The National Institutes of Health global score for chronic graft-versus-host disease was devised by experts but was not based on empirical data. We hypothesized that analysis of prospectively collected data would enable derivation of a more accurate model for estimating mortality risk. We analyzed 574 adult patients with chronic graft-versus-host disease enrolled in a multicenter, observational study, using multivariate time-varying analysis accounting for serial changes in severity of involvement of eight individual organ sites over time. In the training set, severity of skin, mouth, gastrointestinal tract, liver and lung involvement were independently associated with the risk of non-relapse mortality. Weighted mortality points were assigned to individual organs based on the hazard ratios and were summed. The population was divided into three risk groups based on the total mortality points. The three new risk groups were validated in an independent validation set, but did not show better discriminative performance than the National Institutes of Health global score. As compared to a moderate or mild global score, a severe global score was associated with increased risks of non-relapse and overall mortality across time but not with a decreased risk of recurrent malignancy. The National Institutes of Health global score predicts patients' mortality risk throughout the course of their chronic graft-versus-host disease. Further research is required in order to improve outcomes in patients with severe chronic graft-versus-host disease, since their risk of mortality remains elevated.
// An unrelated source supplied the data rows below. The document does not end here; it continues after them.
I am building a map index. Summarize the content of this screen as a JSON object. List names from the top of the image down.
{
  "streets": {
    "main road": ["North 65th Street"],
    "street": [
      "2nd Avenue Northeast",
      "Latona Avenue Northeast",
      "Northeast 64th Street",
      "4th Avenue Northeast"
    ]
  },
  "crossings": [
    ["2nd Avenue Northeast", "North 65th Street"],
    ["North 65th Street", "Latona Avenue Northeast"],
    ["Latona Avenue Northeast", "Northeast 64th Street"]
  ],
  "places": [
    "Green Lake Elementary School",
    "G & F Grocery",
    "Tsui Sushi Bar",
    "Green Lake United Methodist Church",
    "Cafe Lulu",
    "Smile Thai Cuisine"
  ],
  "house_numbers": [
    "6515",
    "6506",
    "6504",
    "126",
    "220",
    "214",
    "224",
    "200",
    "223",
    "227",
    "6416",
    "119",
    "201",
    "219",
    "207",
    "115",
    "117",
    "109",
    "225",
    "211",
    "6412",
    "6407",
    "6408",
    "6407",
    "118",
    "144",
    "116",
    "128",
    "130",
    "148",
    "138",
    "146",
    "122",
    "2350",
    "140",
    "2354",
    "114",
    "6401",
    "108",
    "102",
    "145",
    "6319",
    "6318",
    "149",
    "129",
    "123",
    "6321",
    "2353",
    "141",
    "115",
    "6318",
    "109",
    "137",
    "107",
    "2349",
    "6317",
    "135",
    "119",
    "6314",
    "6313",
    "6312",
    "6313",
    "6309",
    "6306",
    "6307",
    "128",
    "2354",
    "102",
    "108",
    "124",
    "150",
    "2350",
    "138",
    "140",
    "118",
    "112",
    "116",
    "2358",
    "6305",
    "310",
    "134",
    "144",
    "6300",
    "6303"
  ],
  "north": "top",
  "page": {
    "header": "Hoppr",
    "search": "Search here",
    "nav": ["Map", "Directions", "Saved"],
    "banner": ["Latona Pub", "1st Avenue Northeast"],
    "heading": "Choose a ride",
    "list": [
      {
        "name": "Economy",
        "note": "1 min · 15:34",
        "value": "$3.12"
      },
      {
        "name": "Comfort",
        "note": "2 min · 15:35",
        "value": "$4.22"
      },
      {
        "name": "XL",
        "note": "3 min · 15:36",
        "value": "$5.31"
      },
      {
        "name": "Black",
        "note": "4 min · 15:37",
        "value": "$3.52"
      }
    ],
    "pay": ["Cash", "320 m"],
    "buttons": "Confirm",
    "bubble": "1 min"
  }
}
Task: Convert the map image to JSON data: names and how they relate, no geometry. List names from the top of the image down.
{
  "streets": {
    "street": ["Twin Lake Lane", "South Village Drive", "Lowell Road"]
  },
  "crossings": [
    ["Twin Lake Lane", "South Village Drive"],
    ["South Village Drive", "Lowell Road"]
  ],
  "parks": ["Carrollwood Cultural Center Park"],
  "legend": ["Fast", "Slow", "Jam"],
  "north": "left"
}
美国国立卫生研究院制定的慢性移植物抗宿主病全球评分是由专家完成的,但并非基于实证数据。我们推测,对前瞻性收集的数据进行分析将能够得出一个更准确的模型来估计死亡风险。我们分析了574例纳入多中心观察性研究的成年慢性移植物抗宿主病患者,采用多变量时变分析,该分析考虑了八个个体器官部位受累严重程度随时间的连续变化。在训练集中,皮肤、口腔、胃肠道、肝脏和肺部受累的严重程度与非复发死亡率风险独立相关。根据风险比为各个器官分配加权死亡点数并求和。根据总死亡点数将人群分为三个风险组。这三个新的风险组在一个独立的验证集中得到了验证,但与美国国立卫生研究院全球评分相比,并未显示出更好的判别性能。与中度或轻度全球评分相比,重度全球评分在整个时间段内与非复发和总死亡率风险增加相关,但与复发性恶性肿瘤风险降低无关。美国国立卫生研究院全球评分可预测慢性移植物抗宿主病患者整个病程中的死亡风险。由于严重慢性移植物抗宿主病患者的死亡风险仍然很高,因此需要进一步研究以改善他们的治疗结果。